<<<<
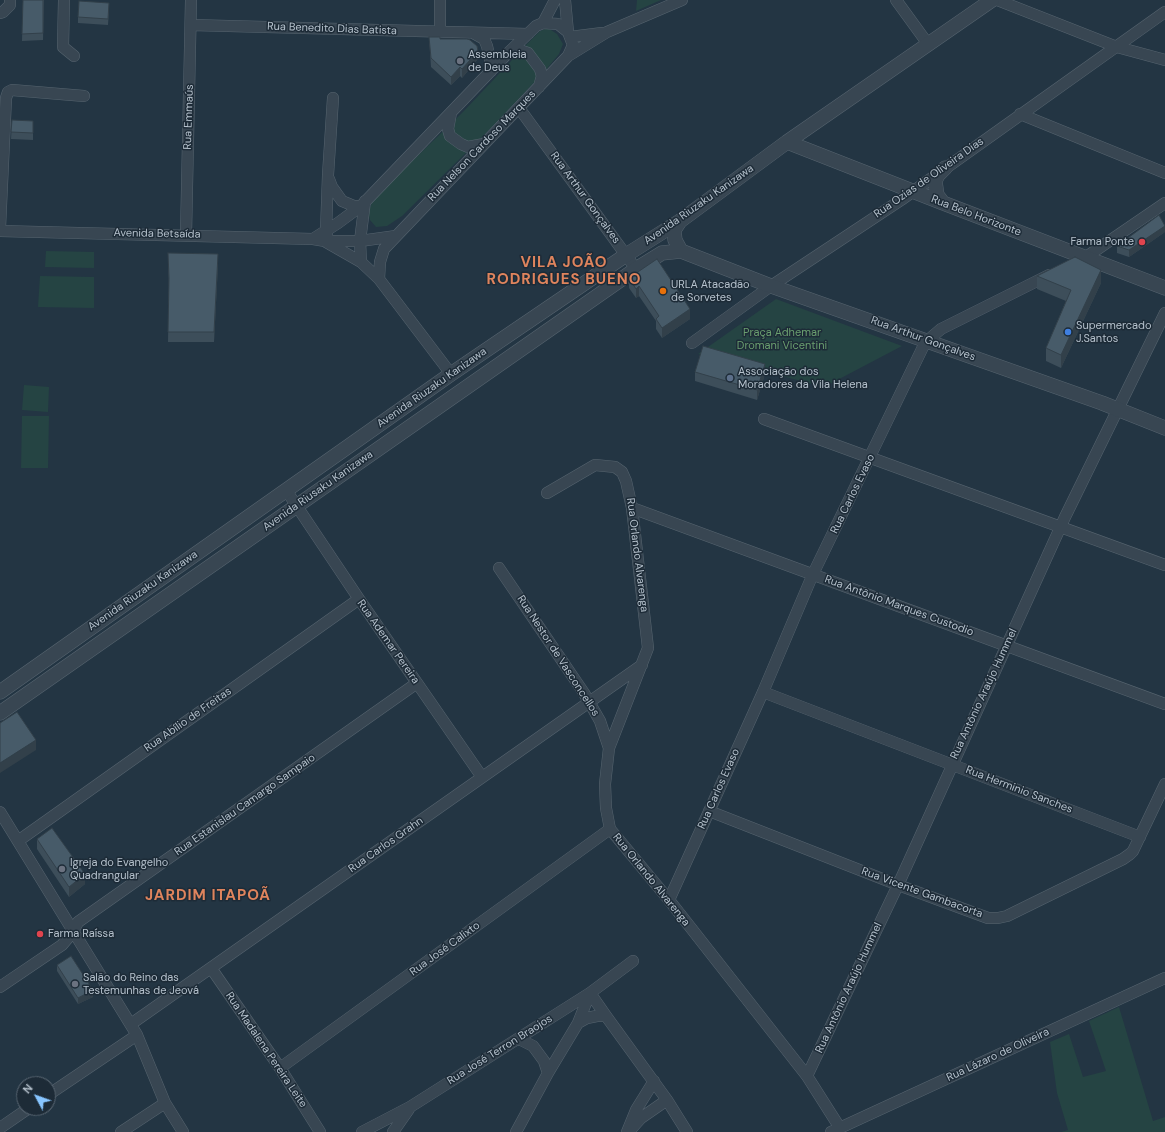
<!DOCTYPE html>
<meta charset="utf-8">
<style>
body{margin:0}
#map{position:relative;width:1165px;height:1132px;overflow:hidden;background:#233543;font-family:"DM Sans",sans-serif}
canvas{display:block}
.north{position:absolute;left:16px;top:1076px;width:40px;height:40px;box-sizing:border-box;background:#1d2b37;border:1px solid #5a6773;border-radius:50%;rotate:311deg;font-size:11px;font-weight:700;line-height:16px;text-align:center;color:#b5c1cc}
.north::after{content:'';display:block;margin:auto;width:14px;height:18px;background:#87c5ff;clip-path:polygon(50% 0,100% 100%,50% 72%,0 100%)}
</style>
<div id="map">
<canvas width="1165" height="1132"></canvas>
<div class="north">N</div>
</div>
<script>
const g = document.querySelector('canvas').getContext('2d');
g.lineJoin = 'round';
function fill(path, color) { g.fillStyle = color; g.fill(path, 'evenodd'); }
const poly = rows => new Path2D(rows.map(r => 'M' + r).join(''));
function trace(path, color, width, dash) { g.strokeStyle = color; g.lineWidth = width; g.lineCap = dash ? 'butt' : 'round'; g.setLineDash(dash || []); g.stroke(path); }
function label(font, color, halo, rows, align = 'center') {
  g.font = font + ' "DM Sans",sans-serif'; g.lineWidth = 3; g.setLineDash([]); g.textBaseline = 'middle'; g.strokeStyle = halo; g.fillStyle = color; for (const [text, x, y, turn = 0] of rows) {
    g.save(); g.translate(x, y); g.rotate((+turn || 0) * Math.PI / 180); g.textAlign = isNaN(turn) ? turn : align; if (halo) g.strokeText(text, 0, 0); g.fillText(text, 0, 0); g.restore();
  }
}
const green = poly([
 [637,0,661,0,636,11],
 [548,28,557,34,563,44,559,54,544,72,491,128,402,216,387,226,376,227,370,220,368,212,374,198,463,112,528,43,540,31],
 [46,251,94,252,94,268,45,267],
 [40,276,94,277,94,308,38,307],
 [776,299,902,346,824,387,698,354],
 [24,385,49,387,48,412,22,410],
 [22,416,49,416,48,468,21,468],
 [1119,1007,1153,1121,1165,1117,1165,1132,1061,1132,1068,1130,1057,1093,1050,1042,1069,1034,1083,1077,1106,1071,1089,1021]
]);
const minor = poly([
 [64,0,63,47,74,56],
 [565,0,568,32,573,45,568,56],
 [896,0,928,44],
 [997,0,1117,47,1165,60],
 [0,13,3,12,10,5,10,0],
 [543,23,555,0],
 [191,25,528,34],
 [440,32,440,0],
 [473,33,484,39,487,46,490,59,491,71],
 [570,37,602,33],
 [507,54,519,50,528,53,540,69,542,76,539,87],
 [519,108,636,269],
 [451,113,448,129,450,136,461,144,468,147,484,144],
 [1020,114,1165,173],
 [329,179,332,187,342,201,354,206,361,206],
 [0,228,6,98,8,92,12,90,84,96],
 [0,231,313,239,325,241,360,241,396,236],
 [186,235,191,0],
 [327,236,326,231,328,175,333,98],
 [313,239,338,223,361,206,507,54,536,26,543,23,558,24,568,32],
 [326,242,361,262,379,279,451,374],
 [1079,260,1086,257,1165,203],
 [361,262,360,241,365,201],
 [379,279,380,262,384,249,568,56,607,32,682,0],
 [692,343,771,286,901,200,1165,12],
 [764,419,1165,565],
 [286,490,359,599,482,777],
 [547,493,595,465,615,467,622,472,626,481,632,508,648,648,609,748,605,784,606,808,610,829,669,900,807,1076,840,1128],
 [632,508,1165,704],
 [499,568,584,693,600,721,609,748],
 [763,692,1140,837],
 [709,811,898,885,988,918,998,918,1007,916,1123,859,1130,854,1133,851,1165,784],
 [0,812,137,1035,165,1103,183,1132],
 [18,841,359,599],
 [669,900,763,692,813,574,923,347,927,341,941,329,1049,275],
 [211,968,280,1068,320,1132],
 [0,987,62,945,73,932,78,922,417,683],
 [590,993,606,1016,667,1100,687,1132],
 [578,1023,587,1018,597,1016,606,1016],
 [131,1024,642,665],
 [516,1040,521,1040,533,1046,544,1061,548,1073],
 [280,1068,610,829],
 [807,1076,898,885,1065,517,1165,313],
 [48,1095,137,1035],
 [0,1128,29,1108],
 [632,1128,641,1118,667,1100],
 [121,1132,165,1103],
 [362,1132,410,1107,590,993,633,961],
 [393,1132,409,1109],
 [516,1132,548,1073,578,1023,590,993],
 [627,1132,636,1110,654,1081],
 [831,1132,1165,978]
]);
const tertiary = poly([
 [787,142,943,203,1165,288],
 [943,203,937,195,935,181,938,175,945,168],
 [680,221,674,230,675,240,681,251],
 [0,692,451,374,626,255,680,221,787,142,992,0],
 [0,713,636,269,662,253,681,251,771,286,1102,403,1165,428]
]);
const wall = poly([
 [23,0,44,0,43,40,22,41],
 [109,9,108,25,78,23,78,17],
 [429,37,440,39,478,59,462,78,460,76,451,85,431,67],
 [12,120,33,127,33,140,11,139],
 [1165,232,1129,257,1117,253,1117,246],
 [168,253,218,264,214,342,168,342,169,286,168,263],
 [1037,276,1101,283,1061,368,1046,361,1046,348,1066,301,1037,289],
 [629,278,690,319,662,338,656,329,656,321,639,296,636,298,629,288],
 [695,372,765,374,757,400,695,381],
 [37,839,85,884,69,897,37,849],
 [57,965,93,997,78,1004,57,971]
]);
const shadedWall = poly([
 [478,51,478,59,462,78,462,69],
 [460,67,460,76,451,85,451,77],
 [1165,226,1165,232,1129,257,1129,250],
 [218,254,218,264,214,342,214,332],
 [1101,270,1101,283,1061,368,1061,355],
 [639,286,639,296,636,298,636,289],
 [690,309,690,319,662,338,662,328],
 [765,364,765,374,757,400,757,390],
 [36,740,36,750,0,773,0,763],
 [85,874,85,884,69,897,69,887],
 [93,990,93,997,78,1004,78,998]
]);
const building = poly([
 [23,0,43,0,43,33,22,34,23,0],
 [79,1,109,3,108,19,78,17,79,1],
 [429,37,440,37,440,39,467,39,470,40,477,46,478,51,462,69,460,67,451,77,431,58,429,37],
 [12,120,33,121,33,133,11,132,12,120],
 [1159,215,1165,226,1129,250,1117,246,1159,215],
 [168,253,218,254,214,332,168,332,169,278,168,253],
 [1075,257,1101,270,1061,355,1046,348,1071,290,1037,276,1075,257],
 [657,259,690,309,662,328,656,319,659,316,639,286,636,289,629,278,657,259],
 [703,346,765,364,757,390,695,372,703,346],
 [17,712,36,740,0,763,0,723,17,712],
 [52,828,85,874,69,887,37,839,52,828],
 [71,956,93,990,78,998,57,965,71,956]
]);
const markers = [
 [460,61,4,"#6b7280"],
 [1142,242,4,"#e0444e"],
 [663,291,4,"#e8710a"],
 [1068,332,4,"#3f7fe0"],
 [730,378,4,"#5c6f8a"],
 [62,869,4,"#6b7280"],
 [40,934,4,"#e0444e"],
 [75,984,4,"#6b7280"]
];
const streetNames = [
 ["Rua Benedito Dias Batista",332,29,2],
 ["Rua Emmaús",189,117,-88],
 ["Rua Nelson Cardoso Marques",482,146,-46],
 ["Rua Ozias de Oliveira Dias",929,178,-35],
 ["Rua Arthur Gonçalves",585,198,54],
 ["Avenida Riuzaku Kanizawa",699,205,-35],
 ["Rua Belo Horizonte",976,216,21],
 ["Avenida Betsaída",157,234,1],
 ["Rua Arthur Gonçalves",923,339,20],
 ["Avenida Riuzaku Kanizawa",432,388,-35],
 ["Avenida Riusaku Kanizawa",318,491,-35],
 ["Rua Carlos Evaso",853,494,-64],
 ["Rua Orlando Alvarenga",637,555,83],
 ["Avenida Riuzaku Kanizawa",143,591,-35],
 ["Rua Antônio Marques Custodio",899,606,20],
 ["Rua Ademar Pereira",388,642,55],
 ["Rua Nestor de Vasconcellos",558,656,57],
 ["Rua Antônio Araújo Hummel",984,694,-65],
 ["Rua Abílio de Freitas",188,720,-35],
 ["Rua Carlos Evaso",719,789,-66],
 ["Rua Herminio Sanches",1019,790,21],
 ["Rua Estanislau Camargo Sampaio",245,805,-35],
 ["Rua Carlos Grahn",386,845,-35],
 ["Rua Orlando Alvarenga",651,880,51],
 ["Rua Vicente Gambacorta",922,893,20],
 ["Rua José Calixto",445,949,-36],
 ["Rua Antônio Araújo Hummel",849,988,-65],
 ["Rua Madalena Pereira Leite",266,1050,56],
 ["Rua José Terron Braojos",500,1050,-32],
 ["Rua Lázaro de Oliveira",998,1055,-25]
];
const poiNames = [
 ["Assembleia",468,55],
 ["de Deus",468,68],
 ["Farma Ponte",1134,242,"right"],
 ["URLA Atacadão",671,285],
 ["de Sorvetes",671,298],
 ["Supermercado",1076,326],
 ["J.Santos",1076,339],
 ["Associação dos",738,372],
 ["Moradores da Vila Helena",738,385],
 ["Igreja do Evangelho",70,863],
 ["Quadrangular",70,876],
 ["Farma Raíssa",48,934],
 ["Salão do Reino das",83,978],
 ["Testemunhas de Jeová",83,991]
];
const parkNames = [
 ["Praça Adhemar",782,333],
 ["Dromani Vicentini",782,346]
];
const districtNames = [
 ["VILA JOÃO",564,263],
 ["RODRIGUES BUENO",564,280],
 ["JARDIM ITAPOÃ",208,896]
];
fill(green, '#254443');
trace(minor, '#56646f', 12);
trace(tertiary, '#56646f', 15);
trace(minor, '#384652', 11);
trace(tertiary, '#384652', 14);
fill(wall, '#3d4e5a');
fill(shadedWall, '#32404a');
fill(building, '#475b69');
trace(building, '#32404a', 1);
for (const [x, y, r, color] of markers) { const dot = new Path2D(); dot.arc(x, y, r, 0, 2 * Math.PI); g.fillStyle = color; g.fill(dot); trace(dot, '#1d2b37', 1.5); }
label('11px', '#b5c1cc', '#1d2b37', streetNames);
label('11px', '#b5c1cc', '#1d2b37', poiNames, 'left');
label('11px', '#6a9f6f', '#1d2b37', parkNames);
g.letterSpacing = '1px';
label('bold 15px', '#df845d', '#1d2b37', districtNames);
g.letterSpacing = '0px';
</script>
>>>>
**About this exercise**.
Pull every line containing "rows" from the entries above and copy it.

**Expected output**.
const poly = rows => new Path2D(rows.map(r => 'M' + r).join(''));
function label(font, color, halo, rows, align = 'center') {
  g.font = font + ' "DM Sans",sans-serif'; g.lineWidth = 3; g.setLineDash([]); g.textBaseline = 'middle'; g.strokeStyle = halo; g.fillStyle = color; for (const [text, x, y, turn = 0] of rows) {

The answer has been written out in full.